Model Interpretability
Model interpretability (also called explainability or XAI) is the degree to which a human can understand the cause of a model’s prediction. It is essential for debugging, building trust, satisfying regulatory requirements, and detecting bias.
Interpretability vs. accuracy: complex models (neural nets, gradient boosting) are often more accurate but harder to interpret. Interpretable models (linear regression, decision trees) trade some accuracy for transparency.
Scope of Explanation
| Scope | Question |
|---|---|
| Global | How does the model behave overall? Which features matter most? |
| Local | Why did the model make this specific prediction for this instance? |
| Cohort | How does the model behave on a specific subgroup? |
Intrinsically Interpretable Models
Linear Models
Coefficients $\mathbf{w}$ directly quantify the effect of each feature:
\[\hat{y} = \mathbf{w}^T x + b\]$w_j$ is the change in $\hat{y}$ per unit increase in $x_j$, holding all else constant.
Conditions for valid interpretation:
- Features are standardized (otherwise magnitudes are not comparable).
- No strong multicollinearity (correlated features share credit arbitrarily).

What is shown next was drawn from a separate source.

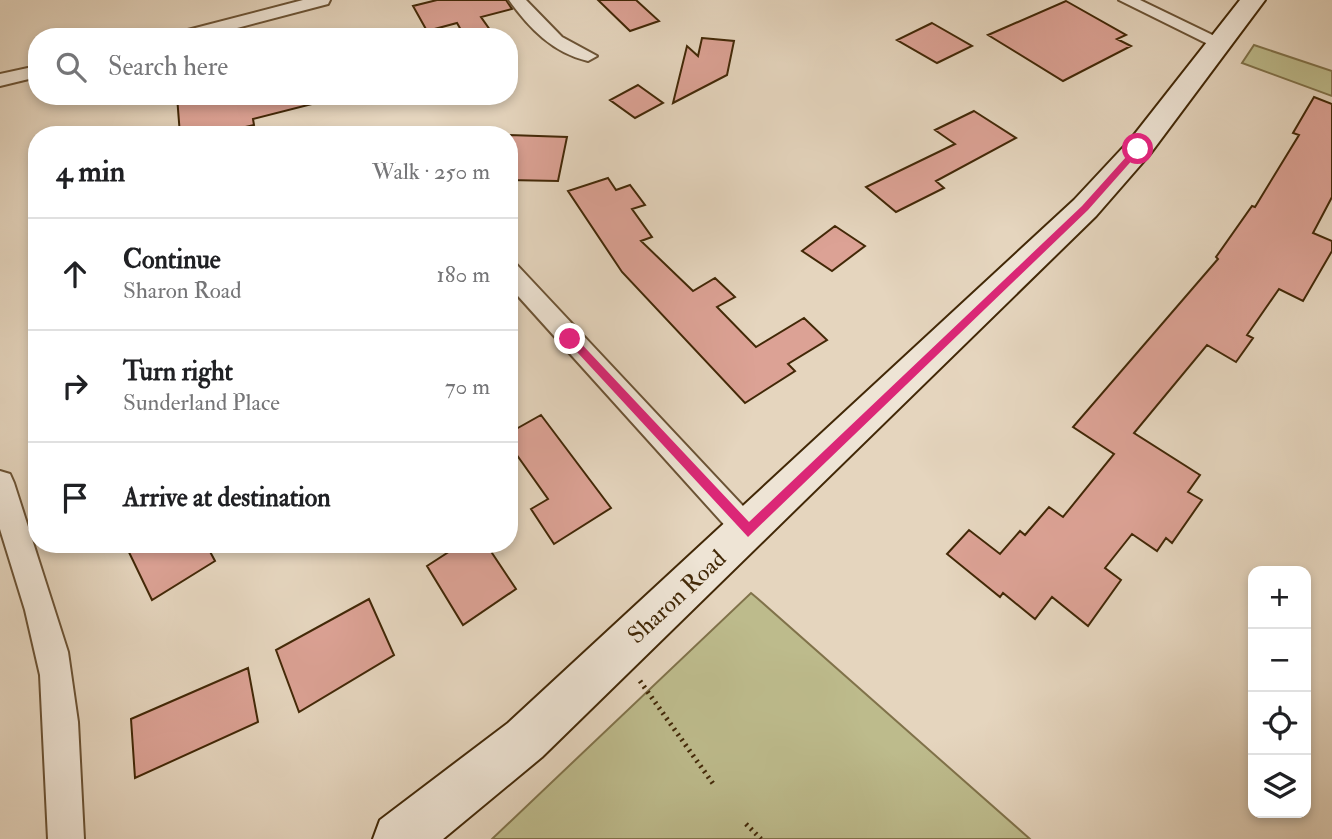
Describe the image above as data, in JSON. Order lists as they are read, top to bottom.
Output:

- Correct functional form (linear relationship holds).
Decision Trees
Provide natural rule-based explanations:
if age > 30:
if income > 50k: predict "approved"
else: predict "denied"
else:
predict "denied"
Each prediction path is a conjunction of conditions. Depth $\leq 5$ trees are comprehensible to humans; deeper trees lose interpretability.
Rule-Based Models
Decision rules: IF-THEN statements learned directly. E.g., RuleFit learns linear model + sparse set of rules from tree splits.

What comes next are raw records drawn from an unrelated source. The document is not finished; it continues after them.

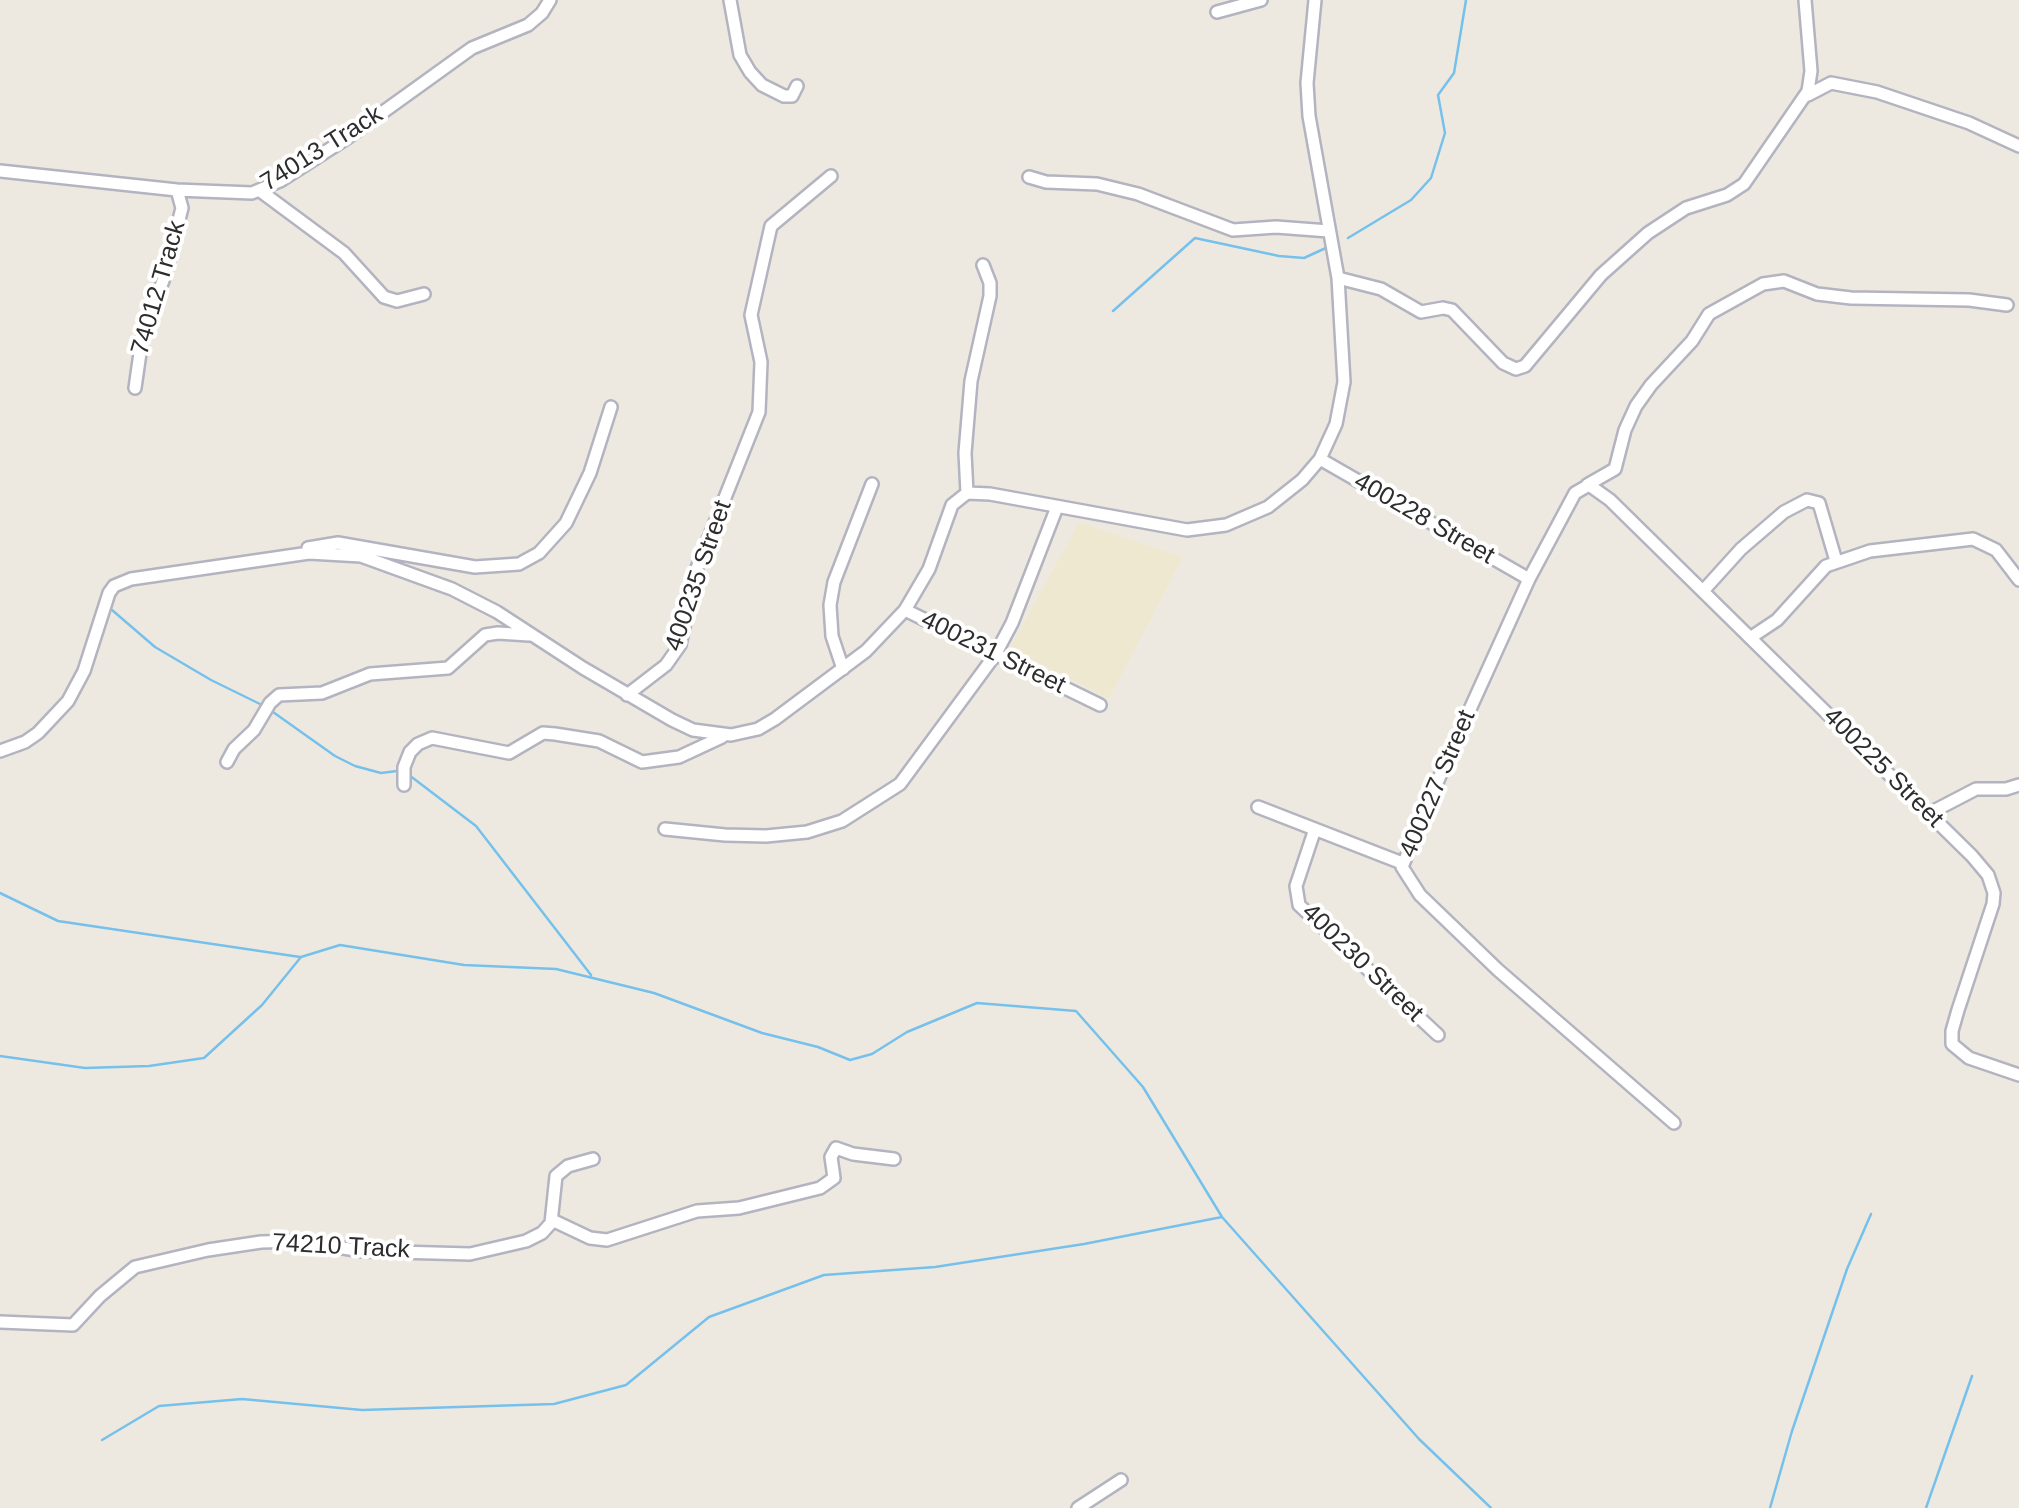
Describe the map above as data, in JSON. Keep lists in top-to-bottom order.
{
  "streets": {
    "street": [
      "74013 Track",
      "74012 Track",
      "400228 Street",
      "400235 Street",
      "400231 Street",
      "400225 Street",
      "400227 Street",
      "400230 Street",
      "74210 Track"
    ]
  },
  "crossings": [
    ["74013 Track", "74012 Track"],
    ["400228 Street", "400227 Street"],
    ["400225 Street", "400227 Street"]
  ]
}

Scoring systems: additive point-based models (FICO score) where each feature contributes a small integer score. Directly applicable by humans without computation.
Post-hoc Explanation Methods
Applied after training any model.
Feature Importance
Permutation importance: measure drop in validation metric when feature $j$ is randomly permuted:
\[\text{PI}_j = m(\hat{y}, y) - m(\hat{y}_{j\text{ permuted}}, y)\]Model-agnostic; unbiased; accounts for feature interactions (any drop in performance means $j$ was carrying information).
SHAP-based importance: mean absolute SHAP value over the dataset. Consistent and theoretically grounded.
SHAP (SHapley Additive exPlanations)
Attributes the model’s prediction to each feature based on Shapley values from cooperative game theory.
Shapley value: the average marginal contribution of feature $j$ across all possible orderings of features:
\[\phi_j = \sum_{S \subseteq \mathcal{F} \setminus \{j\}} \frac{|S|!(|\mathcal{F}| - |S| - 1)!}{|\mathcal{F}|!} [f(S \cup \{j\}) - f(S)]\]SHAP explanation: $\hat{f}(x) = \phi_0 + \sum_{j=1}^d \phi_j(x)$, where $\phi_0 = \mathbb{E}[\hat{f}(x)]$.
Properties:
- Efficiency: $\sum_j \phi_j = \hat{f}(x) - \mathbb{E}[\hat{f}]$
- Symmetry: features that contribute equally get equal values.
- Dummy: features that never affect output get $\phi_j = 0$.
- Additivity: SHAP values of a sum of models equal sum of individual SHAP values.
Algorithms:
| Variant | Target Model | Complexity |
|---|---|---|
| TreeSHAP | Tree-based models | $O(TLD^2)$; exact |
| KernelSHAP | Any model | $O(2^d)$ exact, approximated in practice |
| LinearSHAP | Linear models | $O(d)$; exact |
| DeepSHAP | Neural networks | Approximation via DeepLIFT |
LIME (Local Interpretable Model-agnostic Explanations)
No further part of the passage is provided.